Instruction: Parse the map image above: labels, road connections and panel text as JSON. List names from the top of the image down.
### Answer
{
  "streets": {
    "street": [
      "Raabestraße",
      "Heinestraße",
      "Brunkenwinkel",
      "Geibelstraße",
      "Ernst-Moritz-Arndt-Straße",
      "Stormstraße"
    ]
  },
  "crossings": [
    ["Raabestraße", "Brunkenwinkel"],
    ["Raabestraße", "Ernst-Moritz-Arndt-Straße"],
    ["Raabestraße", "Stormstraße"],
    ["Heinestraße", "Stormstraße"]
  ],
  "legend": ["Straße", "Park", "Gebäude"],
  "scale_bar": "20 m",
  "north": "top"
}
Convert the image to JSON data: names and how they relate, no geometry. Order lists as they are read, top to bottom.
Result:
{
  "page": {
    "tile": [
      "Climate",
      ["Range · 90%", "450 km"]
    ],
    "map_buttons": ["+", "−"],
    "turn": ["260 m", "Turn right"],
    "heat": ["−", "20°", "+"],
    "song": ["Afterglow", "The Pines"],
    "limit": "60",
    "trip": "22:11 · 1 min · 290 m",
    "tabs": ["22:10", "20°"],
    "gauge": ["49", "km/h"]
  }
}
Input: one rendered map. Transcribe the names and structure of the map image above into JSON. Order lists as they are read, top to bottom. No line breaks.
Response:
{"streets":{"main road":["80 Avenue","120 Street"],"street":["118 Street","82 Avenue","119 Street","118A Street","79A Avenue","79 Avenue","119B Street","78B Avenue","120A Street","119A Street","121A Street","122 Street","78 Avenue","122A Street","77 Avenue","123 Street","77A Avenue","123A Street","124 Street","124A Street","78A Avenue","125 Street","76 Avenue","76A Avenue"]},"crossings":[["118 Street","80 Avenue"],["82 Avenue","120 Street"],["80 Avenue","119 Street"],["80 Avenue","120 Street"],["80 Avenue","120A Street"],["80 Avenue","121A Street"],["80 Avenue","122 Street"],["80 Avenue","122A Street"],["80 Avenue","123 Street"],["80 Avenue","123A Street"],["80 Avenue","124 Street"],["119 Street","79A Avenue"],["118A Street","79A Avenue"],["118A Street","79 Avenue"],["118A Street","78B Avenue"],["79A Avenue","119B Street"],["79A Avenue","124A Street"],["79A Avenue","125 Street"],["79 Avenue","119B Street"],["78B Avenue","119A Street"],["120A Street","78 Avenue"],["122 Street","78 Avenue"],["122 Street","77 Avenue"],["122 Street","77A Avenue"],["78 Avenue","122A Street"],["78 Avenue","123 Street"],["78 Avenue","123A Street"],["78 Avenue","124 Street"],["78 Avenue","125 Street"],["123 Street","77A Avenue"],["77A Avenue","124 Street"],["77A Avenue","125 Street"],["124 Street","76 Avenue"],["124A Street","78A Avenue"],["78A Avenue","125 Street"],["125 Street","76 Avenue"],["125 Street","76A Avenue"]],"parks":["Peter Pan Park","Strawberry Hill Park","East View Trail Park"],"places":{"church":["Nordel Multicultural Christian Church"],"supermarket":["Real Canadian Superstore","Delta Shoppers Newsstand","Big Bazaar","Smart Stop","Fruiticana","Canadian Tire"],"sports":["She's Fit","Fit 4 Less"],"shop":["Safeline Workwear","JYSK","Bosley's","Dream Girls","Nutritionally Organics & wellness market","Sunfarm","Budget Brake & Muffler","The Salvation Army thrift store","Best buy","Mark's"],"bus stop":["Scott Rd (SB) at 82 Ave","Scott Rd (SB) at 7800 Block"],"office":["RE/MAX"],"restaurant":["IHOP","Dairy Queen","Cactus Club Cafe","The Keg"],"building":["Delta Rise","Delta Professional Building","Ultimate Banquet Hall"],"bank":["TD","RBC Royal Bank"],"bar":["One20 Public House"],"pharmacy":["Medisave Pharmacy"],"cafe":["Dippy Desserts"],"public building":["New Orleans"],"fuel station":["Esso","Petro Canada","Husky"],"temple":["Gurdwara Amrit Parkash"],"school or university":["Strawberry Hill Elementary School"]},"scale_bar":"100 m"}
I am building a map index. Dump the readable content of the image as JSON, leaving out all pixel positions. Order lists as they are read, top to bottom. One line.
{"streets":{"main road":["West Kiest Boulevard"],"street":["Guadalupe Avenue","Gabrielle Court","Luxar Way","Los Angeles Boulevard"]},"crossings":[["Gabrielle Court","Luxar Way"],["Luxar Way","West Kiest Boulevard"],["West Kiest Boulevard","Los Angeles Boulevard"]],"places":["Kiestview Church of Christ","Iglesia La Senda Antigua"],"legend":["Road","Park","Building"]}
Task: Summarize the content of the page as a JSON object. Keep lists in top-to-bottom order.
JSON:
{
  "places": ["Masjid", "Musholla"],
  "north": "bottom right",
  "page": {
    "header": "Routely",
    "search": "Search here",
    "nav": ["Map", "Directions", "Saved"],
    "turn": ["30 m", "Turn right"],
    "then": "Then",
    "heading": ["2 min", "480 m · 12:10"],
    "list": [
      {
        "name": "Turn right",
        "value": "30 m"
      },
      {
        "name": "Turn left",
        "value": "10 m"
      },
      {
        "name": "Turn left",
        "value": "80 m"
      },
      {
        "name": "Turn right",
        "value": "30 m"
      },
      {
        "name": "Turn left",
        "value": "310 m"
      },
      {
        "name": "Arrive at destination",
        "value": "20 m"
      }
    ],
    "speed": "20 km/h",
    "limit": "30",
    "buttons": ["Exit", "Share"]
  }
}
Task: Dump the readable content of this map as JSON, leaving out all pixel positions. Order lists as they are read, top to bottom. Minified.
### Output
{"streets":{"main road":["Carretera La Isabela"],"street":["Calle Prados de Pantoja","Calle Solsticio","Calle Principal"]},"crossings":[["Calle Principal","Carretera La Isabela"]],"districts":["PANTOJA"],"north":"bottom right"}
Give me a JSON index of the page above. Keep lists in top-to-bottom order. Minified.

□ □ □ □ □ □ □

Work required - Without changing anything, repeat the whole listing.

Exercise output -
Instruction: Parse the map image above: labels, road connections and panel text as JSON. List names from the top of the image down.
### Answer
{
  "streets": {
    "street": [
      "Raabestraße",
      "Heinestraße",
      "Brunkenwinkel",
      "Geibelstraße",
      "Ernst-Moritz-Arndt-Straße",
      "Stormstraße"
    ]
  },
  "crossings": [
    ["Raabestraße", "Brunkenwinkel"],
    ["Raabestraße", "Ernst-Moritz-Arndt-Straße"],
    ["Raabestraße", "Stormstraße"],
    ["Heinestraße", "Stormstraße"]
  ],
  "legend": ["Straße", "Park", "Gebäude"],
  "scale_bar": "20 m",
  "north": "top"
}
Convert the image to JSON data: names and how they relate, no geometry. Order lists as they are read, top to bottom.
Result:
{
  "page": {
    "tile": [
      "Climate",
      ["Range · 90%", "450 km"]
    ],
    "map_buttons": ["+", "−"],
    "turn": ["260 m", "Turn right"],
    "heat": ["−", "20°", "+"],
    "song": ["Afterglow", "The Pines"],
    "limit": "60",
    "trip": "22:11 · 1 min · 290 m",
    "tabs": ["22:10", "20°"],
    "gauge": ["49", "km/h"]
  }
}
Input: one rendered map. Transcribe the names and structure of the map image above into JSON. Order lists as they are read, top to bottom. No line breaks.
Response:
{"streets":{"main road":["80 Avenue","120 Street"],"street":["118 Street","82 Avenue","119 Street","118A Street","79A Avenue","79 Avenue","119B Street","78B Avenue","120A Street","119A Street","121A Street","122 Street","78 Avenue","122A Street","77 Avenue","123 Street","77A Avenue","123A Street","124 Street","124A Street","78A Avenue","125 Street","76 Avenue","76A Avenue"]},"crossings":[["118 Street","80 Avenue"],["82 Avenue","120 Street"],["80 Avenue","119 Street"],["80 Avenue","120 Street"],["80 Avenue","120A Street"],["80 Avenue","121A Street"],["80 Avenue","122 Street"],["80 Avenue","122A Street"],["80 Avenue","123 Street"],["80 Avenue","123A Street"],["80 Avenue","124 Street"],["119 Street","79A Avenue"],["118A Street","79A Avenue"],["118A Street","79 Avenue"],["118A Street","78B Avenue"],["79A Avenue","119B Street"],["79A Avenue","124A Street"],["79A Avenue","125 Street"],["79 Avenue","119B Street"],["78B Avenue","119A Street"],["120A Street","78 Avenue"],["122 Street","78 Avenue"],["122 Street","77 Avenue"],["122 Street","77A Avenue"],["78 Avenue","122A Street"],["78 Avenue","123 Street"],["78 Avenue","123A Street"],["78 Avenue","124 Street"],["78 Avenue","125 Street"],["123 Street","77A Avenue"],["77A Avenue","124 Street"],["77A Avenue","125 Street"],["124 Street","76 Avenue"],["124A Street","78A Avenue"],["78A Avenue","125 Street"],["125 Street","76 Avenue"],["125 Street","76A Avenue"]],"parks":["Peter Pan Park","Strawberry Hill Park","East View Trail Park"],"places":{"church":["Nordel Multicultural Christian Church"],"supermarket":["Real Canadian Superstore","Delta Shoppers Newsstand","Big Bazaar","Smart Stop","Fruiticana","Canadian Tire"],"sports":["She's Fit","Fit 4 Less"],"shop":["Safeline Workwear","JYSK","Bosley's","Dream Girls","Nutritionally Organics & wellness market","Sunfarm","Budget Brake & Muffler","The Salvation Army thrift store","Best buy","Mark's"],"bus stop":["Scott Rd (SB) at 82 Ave","Scott Rd (SB) at 7800 Block"],"office":["RE/MAX"],"restaurant":["IHOP","Dairy Queen","Cactus Club Cafe","The Keg"],"building":["Delta Rise","Delta Professional Building","Ultimate Banquet Hall"],"bank":["TD","RBC Royal Bank"],"bar":["One20 Public House"],"pharmacy":["Medisave Pharmacy"],"cafe":["Dippy Desserts"],"public building":["New Orleans"],"fuel station":["Esso","Petro Canada","Husky"],"temple":["Gurdwara Amrit Parkash"],"school or university":["Strawberry Hill Elementary School"]},"scale_bar":"100 m"}
I am building a map index. Dump the readable content of the image as JSON, leaving out all pixel positions. Order lists as they are read, top to bottom. One line.
{"streets":{"main road":["West Kiest Boulevard"],"street":["Guadalupe Avenue","Gabrielle Court","Luxar Way","Los Angeles Boulevard"]},"crossings":[["Gabrielle Court","Luxar Way"],["Luxar Way","West Kiest Boulevard"],["West Kiest Boulevard","Los Angeles Boulevard"]],"places":["Kiestview Church of Christ","Iglesia La Senda Antigua"],"legend":["Road","Park","Building"]}
Task: Summarize the content of the page as a JSON object. Keep lists in top-to-bottom order.
JSON:
{
  "places": ["Masjid", "Musholla"],
  "north": "bottom right",
  "page": {
    "header": "Routely",
    "search": "Search here",
    "nav": ["Map", "Directions", "Saved"],
    "turn": ["30 m", "Turn right"],
    "then": "Then",
    "heading": ["2 min", "480 m · 12:10"],
    "list": [
      {
        "name": "Turn right",
        "value": "30 m"
      },
      {
        "name": "Turn left",
        "value": "10 m"
      },
      {
        "name": "Turn left",
        "value": "80 m"
      },
      {
        "name": "Turn right",
        "value": "30 m"
      },
      {
        "name": "Turn left",
        "value": "310 m"
      },
      {
        "name": "Arrive at destination",
        "value": "20 m"
      }
    ],
    "speed": "20 km/h",
    "limit": "30",
    "buttons": ["Exit", "Share"]
  }
}
Task: Dump the readable content of this map as JSON, leaving out all pixel positions. Order lists as they are read, top to bottom. Minified.
### Output
{"streets":{"main road":["Carretera La Isabela"],"street":["Calle Prados de Pantoja","Calle Solsticio","Calle Principal"]},"crossings":[["Calle Principal","Carretera La Isabela"]],"districts":["PANTOJA"],"north":"bottom right"}
Give me a JSON index of the page above. Keep lists in top-to-bottom order. Minified.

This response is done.